福島原発を知り尽くした熟練技術者と会ったのは、東京のJR市谷駅にほど近い、とあるホテルの喫茶店。高さ10メートルはあろうか、大きな窓から秋らしい陽光が注いでいた。
「やあ、お待たせしました」
約束の時間をちょっと回ったところで、「東北エンタープライズ」会長の名嘉(なか)幸(ゆき)照(てる)さん(74)が現れた。2014年9月10日午後2時45分。柔らかな物言いと物腰――。テーブルにアイスコーヒーが2つ、運ばれてきた。コーヒーカップにストローを当てながら、ゆっくりと語り始めた。
3・11。午後2時46分――。揺れは突然、やってきた。「その時、私は富岡町の自宅で、わが社の新婚夫婦と話をしていました。
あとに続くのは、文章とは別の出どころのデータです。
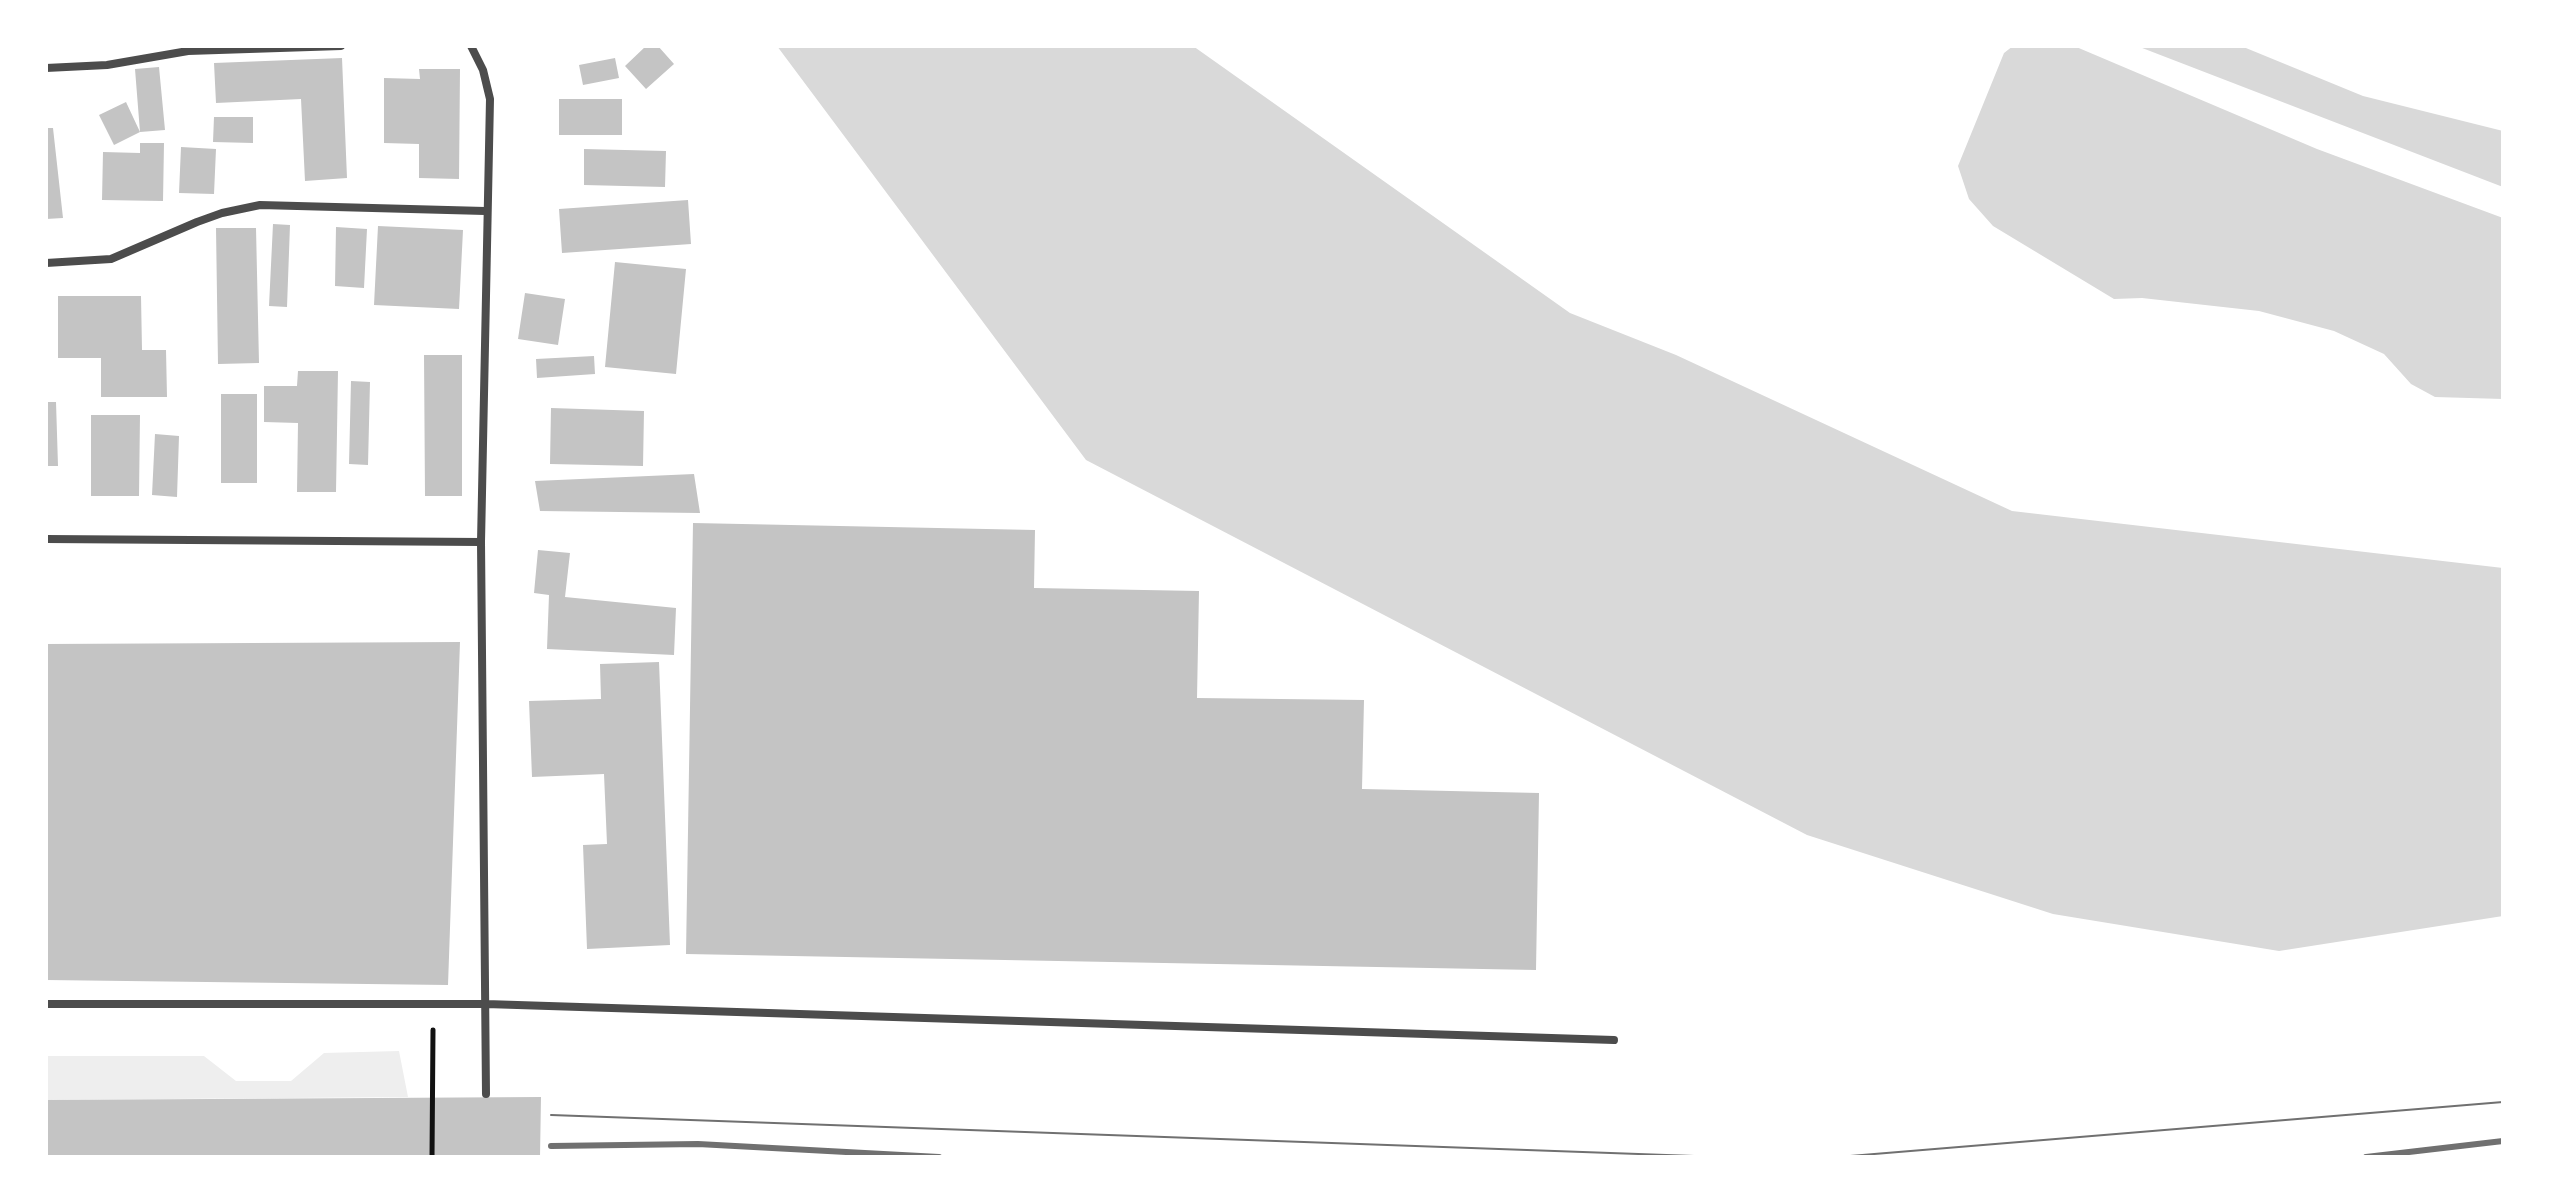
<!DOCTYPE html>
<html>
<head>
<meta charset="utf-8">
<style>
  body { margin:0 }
  #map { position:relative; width:2549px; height:1203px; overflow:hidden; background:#fff; font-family:"Noto Sans",sans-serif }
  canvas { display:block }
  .frame { position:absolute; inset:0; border:48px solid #fff; pointer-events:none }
</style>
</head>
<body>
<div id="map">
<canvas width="2549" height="1203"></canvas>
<div class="frame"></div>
</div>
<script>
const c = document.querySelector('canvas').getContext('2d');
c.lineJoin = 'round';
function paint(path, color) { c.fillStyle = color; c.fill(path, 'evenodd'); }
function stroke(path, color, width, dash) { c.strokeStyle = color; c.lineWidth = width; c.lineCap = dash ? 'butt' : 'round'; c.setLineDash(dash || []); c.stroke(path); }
paint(new Path2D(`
  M 399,1051 L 408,1097 L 46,1100 L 46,1056 L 204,1056 L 236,1081 L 291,1081 L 324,1053 Z`), '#eee');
paint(new Path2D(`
  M 777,46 L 1193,46 L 1570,313 L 1676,355 L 2012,511 L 2503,568 L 2503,916 L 2279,951 L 2053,914 L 1807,835 L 1086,460 Z
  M 2013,46 L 2074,46 L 2317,149 L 2503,218 L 2503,399 L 2435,397 L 2411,384 L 2384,354 L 2334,331 L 2259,311 L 2142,298 L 2114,299 L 1993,226 L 1969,199 L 1958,166 L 2004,53 Z
  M 2137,46 L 2241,46 L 2363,96 L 2503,131 L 2503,187 Z`), '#d9d9d9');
paint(new Path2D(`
  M 646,46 L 658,46 L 674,64 L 646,89 L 625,66 Z
  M 342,58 L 347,178 L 305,181 L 301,99 L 216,103 L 214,63 Z
  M 615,58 L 619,78 L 583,85 L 579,65 Z
  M 159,67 L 165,130 L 140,132 L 135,69 Z
  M 419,69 L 460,69 L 459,179 L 419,178 L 419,144 L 384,143 L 384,78 L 420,79 Z
  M 559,99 L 622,99 L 622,135 L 559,135 Z
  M 126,102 L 140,132 L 114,145 L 99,115 Z
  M 214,117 L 253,117 L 253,143 L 213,142 Z
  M 46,128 L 53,128 L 63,218 L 46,219 Z
  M 140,143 L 164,143 L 163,201 L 102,200 L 103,152 L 140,153 Z
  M 181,147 L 216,149 L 214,194 L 179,193 Z
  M 584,149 L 666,151 L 665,187 L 584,185 Z
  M 688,200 L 691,244 L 562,253 L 559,209 Z
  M 273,224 L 290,225 L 287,307 L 269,306 Z
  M 378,226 L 463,230 L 459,309 L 374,305 Z
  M 336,227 L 367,229 L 364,288 L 335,286 Z
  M 216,228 L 256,228 L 259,363 L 218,364 Z
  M 615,262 L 686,269 L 676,374 L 605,367 Z
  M 525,293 L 565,299 L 558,345 L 518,339 Z
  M 58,296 L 141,296 L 142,350 L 166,350 L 167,397 L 101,397 L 101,358 L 58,358 Z
  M 424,355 L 462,355 L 462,496 L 425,496 Z
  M 594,356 L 595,374 L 537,378 L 536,359 Z
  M 298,371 L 338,371 L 336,492 L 297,492 L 298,423 L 264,422 L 264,386 L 297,386 Z
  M 351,381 L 370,382 L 368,465 L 349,464 Z
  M 221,394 L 257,394 L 257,483 L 221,483 Z
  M 46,402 L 56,402 L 58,466 L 46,466 Z
  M 551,408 L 644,411 L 643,466 L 550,464 Z
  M 91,415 L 140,415 L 139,496 L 91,496 Z
  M 155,434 L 179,436 L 177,497 L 152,495 Z
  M 694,474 L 700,513 L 540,511 L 535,481 Z
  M 693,523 L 1035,530 L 1034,588 L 1199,591 L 1197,698 L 1364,700 L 1362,789 L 1539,793 L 1536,970 L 686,954 Z
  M 538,550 L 570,553 L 565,597 L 676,608 L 674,655 L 547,649 L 549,595 L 534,593 Z
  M 460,642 L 448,985 L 46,980 L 46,644 Z
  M 659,662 L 670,945 L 587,949 L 583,845 L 607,844 L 604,774 L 532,777 L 529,701 L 601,699 L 600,664 Z
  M 541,1097 L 540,1157 L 46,1157 L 46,1100 Z`), '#c4c4c4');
stroke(new Path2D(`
  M 432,1157 L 433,1030`), '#111', 5);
stroke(new Path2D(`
  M 471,46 L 483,70 L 490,99 L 481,542 L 486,1094
  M 46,68 L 107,65 L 188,51 L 341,46
  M 46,263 L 111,259 L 197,222 L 222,213 L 260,205 L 485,211
  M 46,539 L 481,542
  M 46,1004 L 486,1004 L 1614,1040`), '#4c4c4c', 8);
stroke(new Path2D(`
  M 551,1115 L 1722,1157
  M 1838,1157 L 2503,1102`), '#707070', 2);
stroke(new Path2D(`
  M 551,1146 L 698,1144 L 939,1157
  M 2366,1157 L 2503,1141`), '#707070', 6);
</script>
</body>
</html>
まさか、この日が家で生活する最後の日になろうとは、露にも思っていませんでした」
富岡町に住み始めて1年3カ月経っていた。子どもの頃、過ごした沖縄のように、海の見える小高い丘に立てた理想の新築の家――。ベランダからは太平洋の水平線と、南には福島第2原子力発電所の巨大な建屋がくっきりと見えた。
海はまだ、静かだった。しかし、不吉な予感が走った。それは津波――。東北の太平洋沿岸は過去に幾度も地震による津波の被害を受けている。
津波――。恐れていたものが現実になった。40分後、黒く大きな水の固まりが海岸に向かって押し寄せてくるのが見えた。遡上高14m~15m。自宅から見える第2原発のタービン建屋に巨大な波がぶつかるのが見えた。5メートル以上の津波が来たら、海水ポンプは水没し、確実に機能を失う。
“ああ、きてしまった……。もう、ダメだ……”
名嘉さんはため息をついた。実際、非常用ディーゼル発電機は起動していたものの、地下に設置されていた非常用ディーゼル発電機は海水に浸かって全交流電源喪失状態になった。
原発は、核燃料が発する熱を適切に制御しなければならない。その熱を除去するのに、海水を使う。それをくみ上げるのが海水ポンプだ。それが動かなくなると、原子炉内の燃料が冷やされなくなり、メルトダウンする。
そのころ、自宅から北に10キロのところにある福島第1原発は、第2原発同様に巨大津波に襲われていた。あらゆる電源が喪失。原子炉の暴走が始まっていた。
第1原発にも第2原発にも、名嘉さんの会社「東北エンタープライズ」の社員が出向していた。第2原発にいた社員に電話したら、なんとか電源は確保できると言った。しかし、第1原発にいるはずの社員とは、携帯電話がつながらない。

ヤードの海水ポンプ、全滅!」社員が叫ぶ

第1原発はどうなっているのだろう。名嘉さんは現場へ車を走らせた。着く直前、携帯に電話が入った。社員の声だった。「ヤードの海水ポンプ、全滅!」。現場の状況は、刻一刻と悪化していった。まず1号機が水素爆発。続いて3号機、4号機と連日のように爆発が続いた。
名嘉さんは食堂でテレビを見ていたら、枝野幸男官房長官(当時)が、「ただちに、人体に影響を及ぼすことはありません」と言っているのを聞いた。これを見て、名嘉さんは東電や政府の事故後の危機管理に失望した。
「あのとき、枝野さんは真実を知っていながら、隠していたのではないでしょうか」と今も思っている。さらに言葉を続ける。
「不条理な現実は今も続いています。それは私が生まれた沖縄にも同じことが言えます。日本は民主主義国家です。原発の再稼働問題も沖縄の基地問題も、あくまでも民主主義という論理の枠で考え、行動しなければならないと思います」
こう言って、名嘉さんは自分自身の生い立ちについて語り出した。以下、名嘉幸照著『福島原発――ある技術者の証言』(光文社)を参照させていただく。

ふるさと沖縄は米軍の空爆で廃墟と化す

「私は1941年、沖縄県北部の伊是名(いぜな)島(じま)で生まれました。ちょうど日本が戦争を始めた年です。4歳のとき、日本は負けました。そのとき、私の記憶に残っているのは、艦砲射撃による光と音です」
ピカッという鋭い光。ドカーンという爆音。ふるさと沖縄は、アメリカ軍の猛烈な空爆を受け、廃墟と化した。戦後、沖縄は本土から切り離され、アメリカの統治下に置かれた。7歳だった1948年、不発弾処理中、米軍の船が数百メートル先で爆発。10歳の時、米軍機が近所に墜落し、米兵の遺体収容を手伝った。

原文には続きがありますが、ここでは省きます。